Le djihadisme ne constitue plus l’étape ultime, sacrificielle, et condamnable – par le plus grand nombre – du salafisme (matérialisée dans des attentats ou le départ en zone de guerre) : il désigne l’action résolue de fragilisation et d’assassinat du modèle démocratique et libéral (qui n’use pas systématiquement de la violence, de la brutalité physique, mais qui accepte la matrice l’intégrant en élément systémique, structurel et nécessaire, qui en légitime en amont le principe et la valorise moralement). Il recouvre donc l’ensemble du spectre stratégique et tactique, doctrinal, politique et opérationnel, du terrorisme (qui se définit d’abord comme une méthode, pas un socle idéologique), de la guérilla et de la guerre (en fonction des opportunités, du potentiel de situation), mais aussi de l’utilisation du modèle démocratique et de la société libérale à des fins illibérales et antidémocratiques (des listes politiques ethno-communautaires et confessionnelles, la guérilla ou « djihad judiciaire », la réécriture totalitaire de l’histoire, le recours pervers à l’inquisition woke, les hurlements permanents à la stigmatisation et la création continue de nouveaux compartiments de la culture victimaire). Bien sûr, il inclut forcément, mécaniquement, l’intégralité des stratégies et techniques de déstabilisation politique, sécuritaire, psychologique, médiatique et juridique imaginables, en mentant, instrumentalisant, manipulant la société civile et les règles de droit et d’éthique de la modernité occidentale…

En résumé, l’appellation de « salafiste djihadiste » caractérise aussi bien un séparatiste « influenceur » qu’un terroriste. La différence ? L’un des deux juge l’action armée indispensable ; l’autre non, sans pour autant désavouer catégoriquement le premier… Pas de meilleure illustration de cette complicité niée par les protagonistes que l’explosion de l’infraction d’apologie du terrorisme, en particulier depuis le 7 octobre 2023.

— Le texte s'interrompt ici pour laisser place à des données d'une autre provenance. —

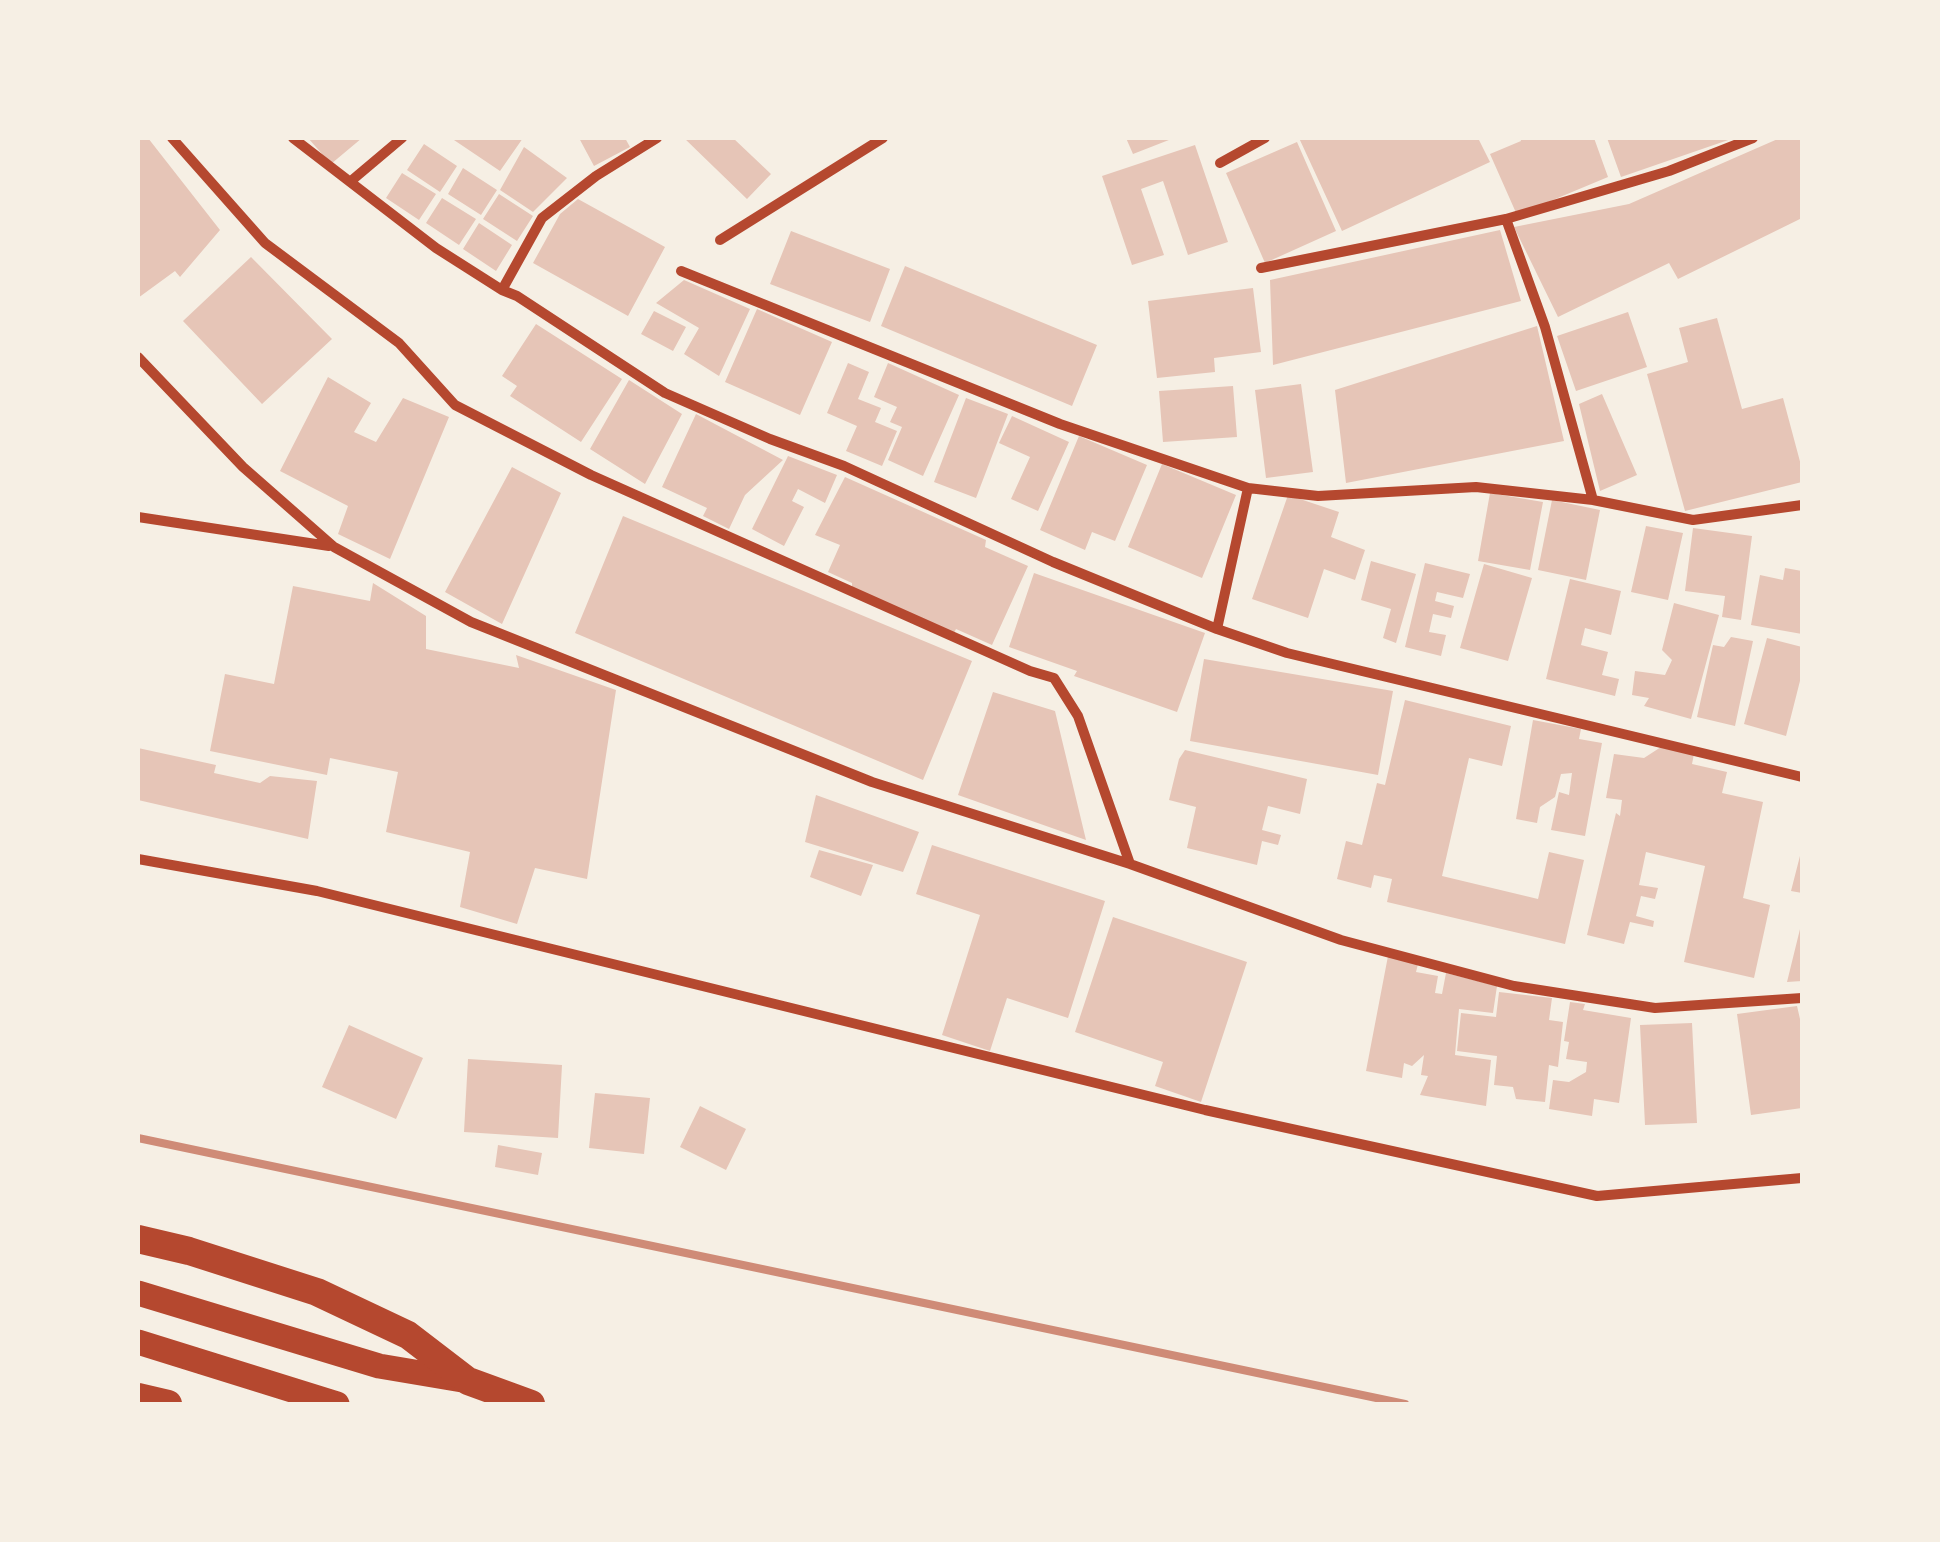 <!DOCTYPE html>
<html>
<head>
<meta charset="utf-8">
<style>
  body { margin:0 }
  #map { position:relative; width:1940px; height:1542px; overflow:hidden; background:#f6efe4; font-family:"Zilla Slab",serif }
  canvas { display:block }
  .frame { position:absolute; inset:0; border:140px solid #f6efe4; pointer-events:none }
</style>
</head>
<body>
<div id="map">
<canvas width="1940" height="1542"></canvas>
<div class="frame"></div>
</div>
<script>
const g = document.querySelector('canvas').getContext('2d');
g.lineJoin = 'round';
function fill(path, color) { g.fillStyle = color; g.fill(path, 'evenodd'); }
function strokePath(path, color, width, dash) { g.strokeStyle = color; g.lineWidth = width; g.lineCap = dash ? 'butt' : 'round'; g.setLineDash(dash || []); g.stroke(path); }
fill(new Path2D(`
  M138 138H148L220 230 180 277 175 271 138 298Z
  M308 138H362L331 164Z
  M451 138H523L500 171Z
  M579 138H625L630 147 594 166Z
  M684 138H733L771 174 747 199Z
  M1126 138H1174L1133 154Z
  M1299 138H1478L1490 162 1342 231Z
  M1520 138H1594L1608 177 1517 215 1490 154 1521 141Z
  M1607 138H1734L1621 177Z
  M1780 138H1802V218L1678 279 1669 263 1558 317 1514 227 1629 204Z
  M1297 142 1336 231 1265 263 1226 173Z
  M424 144 457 166 440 192 407 170Z
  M1195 145 1228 242 1188 255 1163 181 1141 189 1164 255 1132 265 1102 176Z
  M524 147 567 178 533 212 500 190Z
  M463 168 497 190 481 215 448 194Z
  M402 173 436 194 419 220 386 198Z
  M499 194 533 216 517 241 483 219Z
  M442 198 476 219 459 245 426 223Z
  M578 199 665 247 628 316 533 263 560 214Z
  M479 223 512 245 496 271 463 249Z
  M1500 230 1521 301 1273 365 1270 280Z
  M791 231 890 269 870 322 770 284Z
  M251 257 332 339 262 404 183 321Z
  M905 266 1097 345 1072 406 881 326Z
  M684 280 750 309 719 376 684 354 699 328 656 303Z
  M1253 288 1261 352 1214 358 1215 372 1157 378 1148 301Z
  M757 309 832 342 800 415 725 382Z
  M654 311 686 327 673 351 641 334Z
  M1628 312 1647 367 1576 391 1557 336Z
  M1717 318 1742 409 1783 398 1802 469V482L1685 511 1647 374 1688 362 1679 328Z
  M536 324 622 379 581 442 510 396 517 386 502 376Z
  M1537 326 1564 441 1346 483 1335 390Z
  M848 363 869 372 858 399 881 408 875 422 897 431 882 466 846 451 857 426 827 413Z
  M888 363 959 395 923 476 888 460 902 427 890 422 897 407 874 397Z
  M328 377 371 403 354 432 376 442 403 398 449 417 390 559 338 534 348 506 280 471Z
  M629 380 682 414 645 484 590 449Z
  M1301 384 1313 472 1266 478 1255 390Z
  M1233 386 1237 437 1163 442 1159 391Z
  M1602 394 1637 475 1600 491 1579 404Z
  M966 398 1008 414 976 498 934 482Z
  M696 414 783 460 745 495 729 529 703 516 707 508 662 487Z
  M1012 416 1069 442 1038 511 1011 499 1030 457 999 443Z
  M1079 436 1147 465 1115 541 1092 532 1085 550 1040 530Z
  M788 456 837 475 825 503 798 489 792 501 804 507 784 546 752 529Z
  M1162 464 1236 495 1202 578 1128 547Z
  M512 467 561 493 502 624 445 592Z
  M845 477 986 540 985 547 1028 566 992 645 956 629 953 635 852 588V583L828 572 840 545 815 535Z
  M1490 493 1543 502 1530 570 1478 561Z
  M1288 495 1339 512 1331 537 1365 550 1355 580 1324 569 1308 618 1252 599Z
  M1552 500 1600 510 1586 580 1538 570Z
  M623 516 972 661 923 780 575 633Z
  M1646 526 1683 533 1668 600 1631 592Z
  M1693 528 1752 536 1741 620 1722 617 1725 596 1685 591Z
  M1371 561 1416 574 1396 643 1383 638 1391 609 1361 600Z
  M1425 563 1470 574 1463 598 1437 592 1435 601 1454 606 1451 618 1433 614 1429 632 1446 635 1441 656 1405 647Z
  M1484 564 1532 578 1508 661 1460 648Z
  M1785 568 1802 571V634L1751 625 1760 575 1783 580Z
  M1034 573 1205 633 1177 712 1074 676 1077 671 1009 647Z
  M1570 579 1621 591 1611 635 1585 628 1581 645 1608 652 1602 675 1619 679 1615 696 1546 679Z
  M373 583 426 616V649L519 668 516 655 616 690 587 879 535 868 517 924 460 907 470 852 386 832 398 772 330 758 327 775 210 751 225 674 274 684 293 586 370 601Z
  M1674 603 1719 615 1691 719 1644 706 1649 698 1632 695 1635 671 1665 675 1672 660 1662 650Z
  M1731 637 1753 641 1735 726 1697 717 1713 645 1724 647Z
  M1767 638 1802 647V673L1786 736 1744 724Z
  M1204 659 1393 691 1378 775 1190 741Z
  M993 692 1055 711 1086 840 958 795Z
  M1405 700 1511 726 1502 766 1469 758 1442 876 1538 899 1549 852 1584 860 1565 944 1387 902 1392 879 1374 875 1371 888 1337 879 1346 841 1362 845 1377 783 1385 785Z
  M1533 720 1581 729 1579 739 1602 743 1585 836 1551 830 1559 792 1569 795 1572 773 1561 774 1555 797 1540 807 1537 823 1516 819Z
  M1661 747 1694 754 1692 764 1727 772 1722 793 1763 802 1743 898 1770 905 1754 978 1684 962 1705 866 1646 852 1639 885 1658 888 1655 899 1641 896 1636 916 1654 921 1653 927 1630 922 1624 944 1587 935 1616 813 1620 816 1622 800 1606 798 1614 754 1644 758Z
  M138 748 216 765 214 773 260 783 270 776 317 781 308 839 138 800Z
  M1185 750 1307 779 1300 814 1268 806 1262 830 1281 835 1278 845 1262 841 1257 865 1187 848 1196 807 1169 800 1179 759Z
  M816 795 919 832 903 872 805 842Z
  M932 845 1105 901 1068 1018 1007 998 990 1051 942 1035 980 915 916 894Z
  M819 850 873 865 861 896 810 877Z
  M1801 852H1802V893L1791 891Z
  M1113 917 1247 962 1201 1102 1155 1086 1163 1062 1075 1032Z
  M1801 925 1802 981 1787 982Z
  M1388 956 1418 964 1416 972 1438 976 1435 993 1442 994 1446 973 1497 986 1493 1013 1459 1009 1455 1055 1491 1060 1486 1106 1420 1095 1428 1076 1421 1075 1424 1055 1412 1066 1404 1063 1402 1078 1366 1071Z
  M1499 992 1552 998 1549 1020 1563 1022 1558 1067 1549 1065 1545 1102 1516 1099 1513 1087 1494 1085 1497 1056 1457 1051 1461 1013 1496 1017Z
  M1570 1002 1585 1004 1583 1010 1631 1018 1619 1103 1594 1099 1592 1116 1549 1109 1553 1080 1569 1082 1586 1072 1587 1062 1566 1059 1569 1042 1564 1041Z
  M1797 1006 1800 1019 1802 1018V1108L1751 1115 1737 1014Z
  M1692 1023 1697 1123 1645 1125 1640 1025Z
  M349 1025 423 1058 396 1119 322 1087Z
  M468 1059 562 1065 558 1138 464 1132Z
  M595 1093 650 1098 644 1154 589 1148Z
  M700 1106 746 1129 726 1170 680 1147Z
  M498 1145 542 1153 538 1175 495 1167Z`), '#e6c5b7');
strokePath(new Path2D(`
  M172 138 265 243 399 343 455 405 591 475 1030 671 1054 678 1078 716 1130 864
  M293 138 436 248 502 290 517 296 665 393 770 439 844 466 1053 562 1217 629 1287 653 1802 777
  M1220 163 1265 138
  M351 181 402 138
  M1506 219 1545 327 1593 500
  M720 240 883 138
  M1261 268 1506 219 1669 171 1753 138
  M681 271 1060 424 1248 488 1318 496 1476 487 1593 500 1693 520 1802 505
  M502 290 542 218 596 176 657 138
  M138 357 243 467 334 547 471 622 872 782 1130 864 1341 940 1514 986 1655 1008 1802 998
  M138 517 329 546
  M1217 629 1248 488
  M138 859 317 891 1205 1110 1597 1196 1802 1178`), '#b5482f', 10);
strokePath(new Path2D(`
  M138 1293 379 1366 468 1381
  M138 1342 337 1404`), '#b5482f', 25);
strokePath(new Path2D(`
  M138 1239 189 1251 317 1292 408 1335 468 1381 531 1404
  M138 1397 168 1404`), '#b5482f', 28);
strokePath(new Path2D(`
  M138 1138 1405 1404`), '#cf8b77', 8);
</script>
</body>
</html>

Les conséquences en matière d’enjeux et de stratégies de sécurité intérieure s’en déduisent facilement. Pour combattre le djihadisme, il faut d’abord lutter contre le séparatisme et la guerre idéologique, faire respecter l’École et ses professeurs, la laïcité, les forces de l’ordre et les partisans du blasphème, les journalistes de Charlie Hebdo et tous les auteurs qui choisissent de faire usage de la liberté de conscience et d’expression, sanctionner implacablement toutes les tentatives de police des mœurs et ne plus tolérer que l’intégration soit un repoussoir, au lieu d’être une obligation pour qui souhaite associer son destin personnel à celui de la France.

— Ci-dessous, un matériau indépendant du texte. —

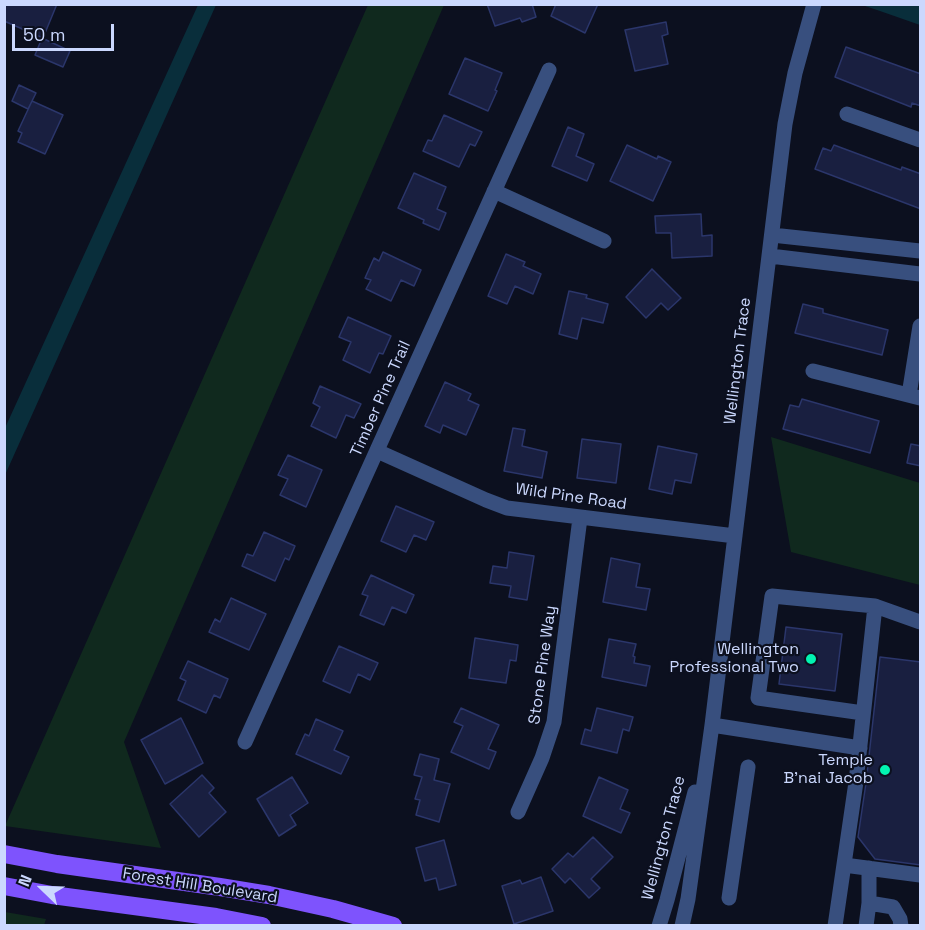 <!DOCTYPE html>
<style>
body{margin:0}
#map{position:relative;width:925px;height:930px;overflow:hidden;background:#0c101f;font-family:"Space Grotesk",sans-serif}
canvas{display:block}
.frame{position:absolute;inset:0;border:6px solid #cbd8fe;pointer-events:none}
.north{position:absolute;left:12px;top:858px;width:60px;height:60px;-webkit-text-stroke:4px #0c101f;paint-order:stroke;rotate:293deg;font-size:16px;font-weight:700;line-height:24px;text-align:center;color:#cbd8fe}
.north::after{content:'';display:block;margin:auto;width:21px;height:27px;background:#cbd8fe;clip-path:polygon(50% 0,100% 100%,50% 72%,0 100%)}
.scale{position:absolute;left:12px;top:24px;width:102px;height:27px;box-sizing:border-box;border:3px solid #cbd8fe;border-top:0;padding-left:8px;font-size:18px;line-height:21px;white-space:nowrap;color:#cbd8fe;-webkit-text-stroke:4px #0c101f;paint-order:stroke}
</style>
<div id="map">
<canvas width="925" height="930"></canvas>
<div class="frame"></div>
<div class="north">N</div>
<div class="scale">50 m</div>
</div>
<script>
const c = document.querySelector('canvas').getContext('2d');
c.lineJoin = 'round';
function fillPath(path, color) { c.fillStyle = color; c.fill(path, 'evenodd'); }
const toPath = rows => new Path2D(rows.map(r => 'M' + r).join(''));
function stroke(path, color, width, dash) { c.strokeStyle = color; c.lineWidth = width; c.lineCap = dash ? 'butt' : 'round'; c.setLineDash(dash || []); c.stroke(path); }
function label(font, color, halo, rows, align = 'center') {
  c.font = font + ' "Space Grotesk",sans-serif'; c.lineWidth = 4.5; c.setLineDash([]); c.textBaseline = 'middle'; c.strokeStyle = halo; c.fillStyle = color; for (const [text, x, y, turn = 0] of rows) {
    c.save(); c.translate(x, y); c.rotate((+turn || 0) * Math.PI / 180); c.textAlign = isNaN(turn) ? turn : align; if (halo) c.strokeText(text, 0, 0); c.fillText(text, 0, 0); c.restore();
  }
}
fillPath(toPath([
 [368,5,444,5,124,742,161,848,5,826],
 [771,437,920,483,920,585,791,552],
 [5,912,46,919,44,925,5,925]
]), '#10291e');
fillPath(toPath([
 [198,5,216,5,5,475,5,428],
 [862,5,920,5,920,25,880,11]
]), '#092e3b');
const building = toPath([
 [4,4,57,4,43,38,4,21,4,4],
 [487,4,532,4,536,17,522,22,520,18,495,26,487,4],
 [556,4,598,4,585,33,551,16,556,4],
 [666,22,668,34,662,36,668,64,635,71,625,30,666,22],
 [42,38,70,51,63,67,35,55,42,38],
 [846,47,921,74,921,106,912,103,911,107,835,77,846,47],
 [465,58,502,73,495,90,497,91,488,111,449,94,465,58],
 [19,85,36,93,28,109,12,101,19,85],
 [32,101,63,115,45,154,18,142,22,133,18,131,32,101],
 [444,115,482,132,475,146,470,144,459,167,423,151,428,140,432,141,444,115],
 [568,127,584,134,576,156,594,164,587,181,552,166,568,127],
 [627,145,657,159,658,156,671,162,653,201,610,181,627,145],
 [834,145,901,170,902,167,921,174,921,209,815,169,823,148,831,151,834,145],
 [414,173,446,187,437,209,446,213,439,230,423,223,424,220,398,208,414,173],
 [701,214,702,236,712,235,712,256,672,258,671,233,656,233,655,216,701,214],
 [383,252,421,270,414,286,401,280,391,301,366,289,371,280,365,278,374,258,379,261,383,252],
 [506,254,525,262,523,266,541,274,533,294,515,286,507,304,488,296,506,254],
 [652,269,681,298,668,310,661,303,646,318,626,297,652,269],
 [569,291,587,295,586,298,608,304,603,323,582,318,577,339,559,334,569,291],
 [803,304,823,309,823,313,888,330,882,355,795,333,803,304],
 [348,317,391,336,383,354,379,353,370,373,343,360,351,342,339,337,348,317],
 [445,382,471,394,468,400,479,405,466,435,443,425,440,433,425,426,445,382],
 [320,386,361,404,354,418,346,415,336,438,311,426,320,407,313,403,320,386],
 [802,399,879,421,870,453,783,429,790,405,799,407,802,399],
 [513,428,525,430,522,446,547,452,542,478,504,471,513,428],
 [582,439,621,444,616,483,577,478,582,439],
 [911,444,921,446,921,466,907,463,911,444],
 [658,446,697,454,691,483,675,480,672,494,649,489,658,446],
 [288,455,322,470,306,507,280,495,288,479,278,475,288,455],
 [396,506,434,522,426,540,414,535,406,552,381,541,396,506],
 [264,532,295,546,289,560,285,558,275,581,242,566,247,554,253,556,264,532],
 [509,552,534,556,527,600,509,597,511,586,490,583,493,566,507,568,509,552],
 [611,558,640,564,636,587,650,589,646,610,603,602,611,558],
 [371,575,414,595,406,613,392,607,384,625,360,615,368,596,362,594,371,575],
 [231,598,266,614,249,650,209,632,215,619,220,622,231,598],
 [786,627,842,634,835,691,779,684,786,627],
 [475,638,518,645,516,661,510,660,506,683,469,678,475,638],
 [609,639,636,644,633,656,635,657,634,663,650,666,646,686,602,677,609,639],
 [339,646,378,663,370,680,358,674,350,693,323,681,339,646],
 [880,657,921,662,921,865,875,859,858,837,866,783,880,657],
 [188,661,228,679,220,698,214,695,206,713,178,700,186,681,180,678,188,661],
 [461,708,499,725,488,749,496,752,489,769,451,752,463,726,454,722,461,708],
 [597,708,633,717,629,731,623,729,617,753,581,744,585,729,591,731,597,708],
 [181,718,203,763,165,784,141,740,181,718],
 [316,719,343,731,334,750,349,757,341,774,296,754,305,734,309,736,316,719],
 [420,754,439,759,434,780,450,784,439,822,416,815,420,800,415,799,422,777,414,775,420,754],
 [202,775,214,788,209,793,226,812,199,837,170,804,202,775],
 [292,777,308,803,290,815,296,825,279,836,257,799,292,777],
 [599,777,628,790,620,809,630,813,621,833,583,816,599,777],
 [593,837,613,857,591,879,600,888,589,898,570,878,565,883,552,869,568,853,573,857,593,837],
 [444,840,456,885,439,890,436,878,425,881,416,848,444,840],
 [541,877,553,911,514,924,502,886,520,880,522,884,541,877]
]);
fillPath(building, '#191f40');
stroke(building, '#2b366b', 1.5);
stroke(toPath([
 [847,114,920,140],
 [494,191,604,241],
 [772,235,920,251],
 [770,256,920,274],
 [813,371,920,398],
 [909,395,920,326],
 [377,451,486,500,507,508,735,536],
 [863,713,758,698,772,596,875,606,920,622],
 [712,725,860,748],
 [245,742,549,70],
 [518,812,542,758,554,722,580,518],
 [844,865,920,875],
 [729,898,748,767],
 [869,903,893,907,900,919,901,926],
 [659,926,667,900,695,792],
 [682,926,688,899,712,725,785,124,795,73,814,4],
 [835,926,856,782,875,606],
 [866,926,869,903,869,868]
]), '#384f7e', 15);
stroke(toPath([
 [4,854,57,864,220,887,269,895,333,909,393,926],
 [4,886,52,895,216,917,262,926]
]), '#7e53fd', 18);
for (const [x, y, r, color] of [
 [811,659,6,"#02f3b1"],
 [885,770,6,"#02f3b1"]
]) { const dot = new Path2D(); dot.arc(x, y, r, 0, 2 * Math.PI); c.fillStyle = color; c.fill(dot); stroke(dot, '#0c101f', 2); }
label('16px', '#cbd8fe', '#0c101f', [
 ["Wellington Trace",738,361,-83],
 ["Timber Pine Trail",381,399,-66],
 ["Wild Pine Road",571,497,8],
 ["Stone Pine Way",543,665,-82],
 ["Wellington Trace",664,838,-75],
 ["Forest Hill Boulevard",200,886,9]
]);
label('16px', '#cbd8fe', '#0c101f', [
 ["Wellington",799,650],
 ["Professional Two",799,668],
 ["Temple",873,761],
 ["B'nai Jacob",873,779]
], 'right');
</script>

Les avocats de Brahim Chnina et d’Abdelhakim Sefrioui vont, semble-t-il, plaider l’acquittement en tentant de séparer l’acte terroriste du climat haineux propagé par ces deux individus, révélateurs de surcroît de la dynamique de réseaux islamistes fonctionnant en galaxie, où l’on retrouve d’une affaire à l’autre les mêmes intervenants. Si la justice ne les entend pas, nous aurons alors, peut-être, le sentiment que la République a compris l’islamisme, ce qu’est en profondeur le djihadisme salafo-frériste, et nous honorerons ainsi la mémoire de Samuel Paty.

© Eric Delbecque

Éric Delbecque est l’ancien directeur sûreté de « Charlie Hebdo » après l’attentat de 2015. Il est l’auteur des « Silencieux » (Plon).